DB: Plattformregulierung ist ein sektorübergreifendes Thema. Monopolbildung, Steuervermeidung, Abschaffung der sozialen Sicherheit von Arbeitnehmer*innen oder unfaire Preismechanismen sind Probleme, die es auch in den Bereichen E-Commerce, Mobilität und Verkehr oder bei Lieferservices gibt. Daher brauchen wir umfassende politische Reformen. Zwei Punkte sind dabei entscheidend: Erstens müssen die bestehenden Rahmenbedingungen für Wettbewerb und Kartellrecht untersucht werden, um festzustellen, wie und wo die neue Problematik der Plattformdominanz berücksichtigt werden kann. Aktuell orientieren sich Regulierungen im Onlinemarkt hauptsächlich am Wohl der Verbraucher*innen, so dass sie Marktverzerrungen häufig nicht erfassen. Das muss sich ändern. Der Umgang mit Daten ist der zweite wichtige Bereich. Ohne Richtlinien, die Schutz für personenbezogene Daten gewährleisten und deren Weitergabe regeln, nützen Daten, die auf privaten Tourismusplattformen gewonnen werden, nur einigen wenigen Akteuren während andere mit immer größeren Informationsdefiziten zu kämpfen haben.

LT: Digitale Buchungsplattformen leisten einen enormen Beitrag zum Tourismuswachstum. Neben wirtschaftlichen Auswirkungen, zieht dieser Boom auch Konsequenzen für die Umwelt nach sich. Was können Reiseziele wie Indien tun, um hier einzugreifen?

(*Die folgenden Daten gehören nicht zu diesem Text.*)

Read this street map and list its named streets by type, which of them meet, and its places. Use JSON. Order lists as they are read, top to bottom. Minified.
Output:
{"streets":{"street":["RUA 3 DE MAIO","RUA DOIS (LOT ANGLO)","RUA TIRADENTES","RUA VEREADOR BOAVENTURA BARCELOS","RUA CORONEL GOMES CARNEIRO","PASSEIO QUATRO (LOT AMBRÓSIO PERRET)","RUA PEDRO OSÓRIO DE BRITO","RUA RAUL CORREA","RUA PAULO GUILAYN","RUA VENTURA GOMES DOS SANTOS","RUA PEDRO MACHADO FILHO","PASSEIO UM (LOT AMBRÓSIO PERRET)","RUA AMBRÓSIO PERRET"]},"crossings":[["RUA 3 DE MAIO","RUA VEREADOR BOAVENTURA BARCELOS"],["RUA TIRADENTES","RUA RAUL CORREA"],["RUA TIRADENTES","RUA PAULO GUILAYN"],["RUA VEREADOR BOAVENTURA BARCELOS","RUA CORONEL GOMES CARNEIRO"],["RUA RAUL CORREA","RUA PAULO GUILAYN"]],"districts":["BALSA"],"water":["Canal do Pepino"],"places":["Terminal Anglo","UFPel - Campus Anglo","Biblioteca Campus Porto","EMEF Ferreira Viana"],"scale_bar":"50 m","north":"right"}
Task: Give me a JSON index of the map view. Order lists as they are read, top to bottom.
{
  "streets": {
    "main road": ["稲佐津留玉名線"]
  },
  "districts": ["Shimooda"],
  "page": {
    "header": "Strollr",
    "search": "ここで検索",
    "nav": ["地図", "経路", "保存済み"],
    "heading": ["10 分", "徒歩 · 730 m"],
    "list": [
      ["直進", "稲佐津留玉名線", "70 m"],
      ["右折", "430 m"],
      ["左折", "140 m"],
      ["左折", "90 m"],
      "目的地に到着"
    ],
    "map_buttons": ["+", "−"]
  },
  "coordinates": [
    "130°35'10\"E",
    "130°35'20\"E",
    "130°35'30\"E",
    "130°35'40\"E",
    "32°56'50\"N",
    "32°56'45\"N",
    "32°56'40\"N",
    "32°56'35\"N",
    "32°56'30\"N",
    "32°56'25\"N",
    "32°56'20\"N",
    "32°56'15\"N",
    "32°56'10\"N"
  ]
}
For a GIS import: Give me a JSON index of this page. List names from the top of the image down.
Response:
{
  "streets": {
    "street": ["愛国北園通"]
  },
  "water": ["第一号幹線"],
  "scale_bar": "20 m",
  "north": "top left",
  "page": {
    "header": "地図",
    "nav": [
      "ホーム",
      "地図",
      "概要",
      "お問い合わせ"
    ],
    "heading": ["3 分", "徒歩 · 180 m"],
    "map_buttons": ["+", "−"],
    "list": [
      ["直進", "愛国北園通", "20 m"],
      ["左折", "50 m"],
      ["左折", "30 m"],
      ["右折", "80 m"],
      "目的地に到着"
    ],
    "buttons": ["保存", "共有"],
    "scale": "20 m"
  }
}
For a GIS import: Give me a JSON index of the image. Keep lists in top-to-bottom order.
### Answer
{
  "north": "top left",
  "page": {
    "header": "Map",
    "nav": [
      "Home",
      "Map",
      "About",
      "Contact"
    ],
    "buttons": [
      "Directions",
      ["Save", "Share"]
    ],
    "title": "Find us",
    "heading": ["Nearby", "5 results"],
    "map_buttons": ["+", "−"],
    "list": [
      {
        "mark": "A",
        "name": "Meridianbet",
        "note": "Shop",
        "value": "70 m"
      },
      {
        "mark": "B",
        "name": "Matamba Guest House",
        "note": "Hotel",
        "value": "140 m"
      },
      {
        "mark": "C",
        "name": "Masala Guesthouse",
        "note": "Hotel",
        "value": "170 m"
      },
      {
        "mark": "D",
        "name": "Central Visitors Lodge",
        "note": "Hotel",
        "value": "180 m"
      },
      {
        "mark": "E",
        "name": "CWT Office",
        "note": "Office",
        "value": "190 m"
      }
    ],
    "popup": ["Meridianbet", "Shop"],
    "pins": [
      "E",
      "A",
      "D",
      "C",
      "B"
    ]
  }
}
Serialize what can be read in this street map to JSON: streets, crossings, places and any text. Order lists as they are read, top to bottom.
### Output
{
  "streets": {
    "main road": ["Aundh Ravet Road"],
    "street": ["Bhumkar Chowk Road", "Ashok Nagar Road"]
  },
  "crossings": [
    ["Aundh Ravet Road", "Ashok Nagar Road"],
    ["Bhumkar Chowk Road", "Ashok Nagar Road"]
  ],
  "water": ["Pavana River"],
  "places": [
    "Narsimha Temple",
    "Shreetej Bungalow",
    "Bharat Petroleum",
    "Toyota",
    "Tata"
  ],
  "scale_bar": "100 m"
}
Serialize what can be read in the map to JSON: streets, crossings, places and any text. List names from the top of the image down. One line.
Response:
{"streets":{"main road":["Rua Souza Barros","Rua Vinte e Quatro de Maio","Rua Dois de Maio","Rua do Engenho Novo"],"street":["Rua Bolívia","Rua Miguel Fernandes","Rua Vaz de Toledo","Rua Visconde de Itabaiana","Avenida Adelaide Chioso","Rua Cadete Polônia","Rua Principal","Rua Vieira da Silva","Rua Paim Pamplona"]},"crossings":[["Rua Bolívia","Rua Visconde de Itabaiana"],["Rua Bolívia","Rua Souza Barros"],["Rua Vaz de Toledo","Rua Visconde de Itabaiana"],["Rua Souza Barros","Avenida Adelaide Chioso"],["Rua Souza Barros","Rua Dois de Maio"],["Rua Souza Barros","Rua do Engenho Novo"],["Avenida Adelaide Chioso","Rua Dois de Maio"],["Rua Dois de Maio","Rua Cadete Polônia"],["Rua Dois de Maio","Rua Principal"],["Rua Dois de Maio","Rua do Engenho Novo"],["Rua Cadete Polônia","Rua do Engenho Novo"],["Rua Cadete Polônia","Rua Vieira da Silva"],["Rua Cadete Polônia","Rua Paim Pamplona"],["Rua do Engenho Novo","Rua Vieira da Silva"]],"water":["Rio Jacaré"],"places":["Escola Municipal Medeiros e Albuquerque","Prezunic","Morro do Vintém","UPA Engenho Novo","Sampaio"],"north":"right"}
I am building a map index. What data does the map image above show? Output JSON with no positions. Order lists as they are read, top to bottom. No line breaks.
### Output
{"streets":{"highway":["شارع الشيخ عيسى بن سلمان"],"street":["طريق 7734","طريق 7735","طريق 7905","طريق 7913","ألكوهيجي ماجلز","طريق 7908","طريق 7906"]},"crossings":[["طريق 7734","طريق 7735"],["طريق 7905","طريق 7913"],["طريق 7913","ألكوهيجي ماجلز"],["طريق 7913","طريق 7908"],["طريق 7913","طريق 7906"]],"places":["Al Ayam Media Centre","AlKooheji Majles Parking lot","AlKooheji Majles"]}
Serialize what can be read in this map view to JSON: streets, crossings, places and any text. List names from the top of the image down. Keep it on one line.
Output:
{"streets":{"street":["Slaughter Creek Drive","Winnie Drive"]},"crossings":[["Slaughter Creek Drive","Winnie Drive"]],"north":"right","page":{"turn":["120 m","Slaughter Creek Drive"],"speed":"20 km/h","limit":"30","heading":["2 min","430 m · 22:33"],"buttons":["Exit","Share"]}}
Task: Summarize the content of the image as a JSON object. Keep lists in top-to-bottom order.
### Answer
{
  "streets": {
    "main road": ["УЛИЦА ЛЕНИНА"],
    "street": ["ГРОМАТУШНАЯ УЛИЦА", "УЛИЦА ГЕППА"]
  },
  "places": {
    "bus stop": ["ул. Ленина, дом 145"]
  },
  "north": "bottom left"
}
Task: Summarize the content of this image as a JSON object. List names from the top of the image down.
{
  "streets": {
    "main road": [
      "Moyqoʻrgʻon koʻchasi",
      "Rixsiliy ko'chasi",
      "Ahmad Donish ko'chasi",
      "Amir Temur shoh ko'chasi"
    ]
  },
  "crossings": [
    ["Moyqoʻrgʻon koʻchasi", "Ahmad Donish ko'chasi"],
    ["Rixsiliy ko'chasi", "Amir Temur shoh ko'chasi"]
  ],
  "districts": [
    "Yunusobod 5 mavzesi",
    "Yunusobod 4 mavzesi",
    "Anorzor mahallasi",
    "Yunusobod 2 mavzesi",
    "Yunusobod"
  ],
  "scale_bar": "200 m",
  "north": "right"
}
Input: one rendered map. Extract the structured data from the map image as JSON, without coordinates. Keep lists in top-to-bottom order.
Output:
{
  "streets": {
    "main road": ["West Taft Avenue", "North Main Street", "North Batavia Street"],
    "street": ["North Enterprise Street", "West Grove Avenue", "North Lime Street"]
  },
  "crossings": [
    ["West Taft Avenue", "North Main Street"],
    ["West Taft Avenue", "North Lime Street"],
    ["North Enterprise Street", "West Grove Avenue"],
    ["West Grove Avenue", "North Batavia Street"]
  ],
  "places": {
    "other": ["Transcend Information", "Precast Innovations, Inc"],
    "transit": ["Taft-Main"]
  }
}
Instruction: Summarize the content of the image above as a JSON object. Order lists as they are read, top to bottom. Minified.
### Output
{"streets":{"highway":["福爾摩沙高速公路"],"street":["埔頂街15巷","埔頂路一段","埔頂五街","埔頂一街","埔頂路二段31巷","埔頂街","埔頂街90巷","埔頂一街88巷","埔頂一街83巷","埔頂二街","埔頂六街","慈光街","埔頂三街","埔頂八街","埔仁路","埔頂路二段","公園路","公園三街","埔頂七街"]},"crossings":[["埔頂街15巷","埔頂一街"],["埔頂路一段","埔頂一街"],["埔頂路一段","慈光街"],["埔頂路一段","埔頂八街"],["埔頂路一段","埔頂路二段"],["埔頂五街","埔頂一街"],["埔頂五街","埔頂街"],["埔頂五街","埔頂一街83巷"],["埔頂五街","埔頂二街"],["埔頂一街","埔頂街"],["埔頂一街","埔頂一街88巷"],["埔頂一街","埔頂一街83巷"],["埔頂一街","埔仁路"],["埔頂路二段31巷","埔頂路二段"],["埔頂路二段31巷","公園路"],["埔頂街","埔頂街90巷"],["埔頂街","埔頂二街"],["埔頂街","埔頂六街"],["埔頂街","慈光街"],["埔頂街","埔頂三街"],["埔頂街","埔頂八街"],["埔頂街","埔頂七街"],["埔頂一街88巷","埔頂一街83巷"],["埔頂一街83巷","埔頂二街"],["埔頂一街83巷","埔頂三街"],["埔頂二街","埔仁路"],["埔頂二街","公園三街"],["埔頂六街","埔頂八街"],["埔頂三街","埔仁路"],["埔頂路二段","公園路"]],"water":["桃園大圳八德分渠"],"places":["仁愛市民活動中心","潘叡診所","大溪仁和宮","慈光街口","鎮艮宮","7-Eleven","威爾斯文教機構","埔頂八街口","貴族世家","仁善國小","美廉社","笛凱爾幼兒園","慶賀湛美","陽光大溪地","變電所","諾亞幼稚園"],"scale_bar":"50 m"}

DB: Die Auswirkungen des „overtourism“ selbst müssen von den lokalen Regierungen reguliert werden. Sie müssen Studien durchführen und ihr Ressourcenmanagement in Bezug auf Wasser, Landnutzung und Degradierung untersuchen. Plattformen sind nicht unbedingt in der Lage, das Problem des „overtourism“ zu lösen. Sie können jedoch ganz neue touristische Orte erschaffen. Mit ein paar schönen Bildern und einer Liste von „unentdeckten Orten, die man gesehen haben muss“,  können neue Reiseziele viral gehen. Das kann eine Strategie sein, um besonders stark besuchte Orte zu entlasten und die Tourist*innen aus überfüllten Gebieten umzuverteilen. Das kommt auch der lokalen Wirtschaft dieser neuen Tourismusorte zugute. Dies muss jedoch sehr bewusst und in enger Zusammenarbeit mit lokalen Akteuren geschehen.

Lea Thin ist Geographin und freiberufliche Journalistin aus Berlin. In ihrer Arbeit beschäftigt sie sich vor allem mit den Themen Nachhaltigkeit, Klima- und Entwicklungspolitik sowie Gender.